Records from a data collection

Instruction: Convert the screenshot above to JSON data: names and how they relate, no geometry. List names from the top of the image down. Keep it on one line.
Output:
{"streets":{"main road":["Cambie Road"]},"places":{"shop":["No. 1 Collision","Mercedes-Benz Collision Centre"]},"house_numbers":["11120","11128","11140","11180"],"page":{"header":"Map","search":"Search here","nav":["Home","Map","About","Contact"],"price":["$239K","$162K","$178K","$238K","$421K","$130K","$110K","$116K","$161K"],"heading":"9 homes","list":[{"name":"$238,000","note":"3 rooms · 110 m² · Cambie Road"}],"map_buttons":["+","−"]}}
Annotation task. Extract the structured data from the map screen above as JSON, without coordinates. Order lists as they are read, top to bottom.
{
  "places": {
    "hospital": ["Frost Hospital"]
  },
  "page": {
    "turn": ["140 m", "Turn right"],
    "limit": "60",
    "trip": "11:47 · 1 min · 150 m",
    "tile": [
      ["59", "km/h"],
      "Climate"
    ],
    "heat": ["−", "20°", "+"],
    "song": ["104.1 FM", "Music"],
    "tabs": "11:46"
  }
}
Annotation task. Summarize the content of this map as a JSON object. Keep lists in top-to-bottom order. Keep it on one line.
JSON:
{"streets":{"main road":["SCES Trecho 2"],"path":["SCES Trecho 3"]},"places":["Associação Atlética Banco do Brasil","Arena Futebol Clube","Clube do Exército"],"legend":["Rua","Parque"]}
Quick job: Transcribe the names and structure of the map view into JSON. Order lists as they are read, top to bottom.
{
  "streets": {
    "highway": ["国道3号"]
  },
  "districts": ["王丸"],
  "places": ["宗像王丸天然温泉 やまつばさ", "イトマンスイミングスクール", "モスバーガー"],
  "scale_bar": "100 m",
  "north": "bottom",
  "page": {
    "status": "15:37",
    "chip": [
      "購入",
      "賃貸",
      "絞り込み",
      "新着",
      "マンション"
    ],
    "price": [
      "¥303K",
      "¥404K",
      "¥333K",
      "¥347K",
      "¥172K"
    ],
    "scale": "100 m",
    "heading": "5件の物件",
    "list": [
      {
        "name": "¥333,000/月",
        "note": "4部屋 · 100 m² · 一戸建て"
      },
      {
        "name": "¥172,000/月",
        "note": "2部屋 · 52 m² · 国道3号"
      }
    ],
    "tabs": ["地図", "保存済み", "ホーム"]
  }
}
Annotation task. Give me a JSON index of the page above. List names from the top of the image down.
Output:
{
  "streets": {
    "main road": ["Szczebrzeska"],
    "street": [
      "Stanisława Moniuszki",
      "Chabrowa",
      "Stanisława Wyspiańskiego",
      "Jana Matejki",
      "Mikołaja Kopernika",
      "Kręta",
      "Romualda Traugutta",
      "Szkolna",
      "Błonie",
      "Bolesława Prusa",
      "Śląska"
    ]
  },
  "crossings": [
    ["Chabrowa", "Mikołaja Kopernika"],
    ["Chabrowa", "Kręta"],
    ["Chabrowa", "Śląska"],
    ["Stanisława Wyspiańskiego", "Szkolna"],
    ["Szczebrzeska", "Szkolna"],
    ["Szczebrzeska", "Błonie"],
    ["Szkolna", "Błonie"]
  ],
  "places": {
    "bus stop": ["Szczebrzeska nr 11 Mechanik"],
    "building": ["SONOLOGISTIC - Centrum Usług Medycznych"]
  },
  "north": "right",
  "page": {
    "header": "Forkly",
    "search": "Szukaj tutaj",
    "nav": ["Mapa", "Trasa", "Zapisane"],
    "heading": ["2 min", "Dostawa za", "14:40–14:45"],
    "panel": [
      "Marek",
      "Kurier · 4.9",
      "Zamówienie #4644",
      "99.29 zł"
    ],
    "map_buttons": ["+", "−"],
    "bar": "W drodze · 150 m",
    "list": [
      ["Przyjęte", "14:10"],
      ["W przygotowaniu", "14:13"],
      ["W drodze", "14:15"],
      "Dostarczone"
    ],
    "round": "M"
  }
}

WHAT THIS TASK INVOLVES » Reproduce the data. Match each line exactly.

SOLUTION TO THE PROBLEM »
Instruction: Convert the screenshot above to JSON data: names and how they relate, no geometry. List names from the top of the image down. Keep it on one line.
Output:
{"streets":{"main road":["Cambie Road"]},"places":{"shop":["No. 1 Collision","Mercedes-Benz Collision Centre"]},"house_numbers":["11120","11128","11140","11180"],"page":{"header":"Map","search":"Search here","nav":["Home","Map","About","Contact"],"price":["$239K","$162K","$178K","$238K","$421K","$130K","$110K","$116K","$161K"],"heading":"9 homes","list":[{"name":"$238,000","note":"3 rooms · 110 m² · Cambie Road"}],"map_buttons":["+","−"]}}
Annotation task. Extract the structured data from the map screen above as JSON, without coordinates. Order lists as they are read, top to bottom.
{
  "places": {
    "hospital": ["Frost Hospital"]
  },
  "page": {
    "turn": ["140 m", "Turn right"],
    "limit": "60",
    "trip": "11:47 · 1 min · 150 m",
    "tile": [
      ["59", "km/h"],
      "Climate"
    ],
    "heat": ["−", "20°", "+"],
    "song": ["104.1 FM", "Music"],
    "tabs": "11:46"
  }
}
Annotation task. Summarize the content of this map as a JSON object. Keep lists in top-to-bottom order. Keep it on one line.
JSON:
{"streets":{"main road":["SCES Trecho 2"],"path":["SCES Trecho 3"]},"places":["Associação Atlética Banco do Brasil","Arena Futebol Clube","Clube do Exército"],"legend":["Rua","Parque"]}
Quick job: Transcribe the names and structure of the map view into JSON. Order lists as they are read, top to bottom.
{
  "streets": {
    "highway": ["国道3号"]
  },
  "districts": ["王丸"],
  "places": ["宗像王丸天然温泉 やまつばさ", "イトマンスイミングスクール", "モスバーガー"],
  "scale_bar": "100 m",
  "north": "bottom",
  "page": {
    "status": "15:37",
    "chip": [
      "購入",
      "賃貸",
      "絞り込み",
      "新着",
      "マンション"
    ],
    "price": [
      "¥303K",
      "¥404K",
      "¥333K",
      "¥347K",
      "¥172K"
    ],
    "scale": "100 m",
    "heading": "5件の物件",
    "list": [
      {
        "name": "¥333,000/月",
        "note": "4部屋 · 100 m² · 一戸建て"
      },
      {
        "name": "¥172,000/月",
        "note": "2部屋 · 52 m² · 国道3号"
      }
    ],
    "tabs": ["地図", "保存済み", "ホーム"]
  }
}
Annotation task. Give me a JSON index of the page above. List names from the top of the image down.
Output:
{
  "streets": {
    "main road": ["Szczebrzeska"],
    "street": [
      "Stanisława Moniuszki",
      "Chabrowa",
      "Stanisława Wyspiańskiego",
      "Jana Matejki",
      "Mikołaja Kopernika",
      "Kręta",
      "Romualda Traugutta",
      "Szkolna",
      "Błonie",
      "Bolesława Prusa",
      "Śląska"
    ]
  },
  "crossings": [
    ["Chabrowa", "Mikołaja Kopernika"],
    ["Chabrowa", "Kręta"],
    ["Chabrowa", "Śląska"],
    ["Stanisława Wyspiańskiego", "Szkolna"],
    ["Szczebrzeska", "Szkolna"],
    ["Szczebrzeska", "Błonie"],
    ["Szkolna", "Błonie"]
  ],
  "places": {
    "bus stop": ["Szczebrzeska nr 11 Mechanik"],
    "building": ["SONOLOGISTIC - Centrum Usług Medycznych"]
  },
  "north": "right",
  "page": {
    "header": "Forkly",
    "search": "Szukaj tutaj",
    "nav": ["Mapa", "Trasa", "Zapisane"],
    "heading": ["2 min", "Dostawa za", "14:40–14:45"],
    "panel": [
      "Marek",
      "Kurier · 4.9",
      "Zamówienie #4644",
      "99.29 zł"
    ],
    "map_buttons": ["+", "−"],
    "bar": "W drodze · 150 m",
    "list": [
      ["Przyjęte", "14:10"],
      ["W przygotowaniu", "14:13"],
      ["W drodze", "14:15"],
      "Dostarczone"
    ],
    "round": "M"
  }
}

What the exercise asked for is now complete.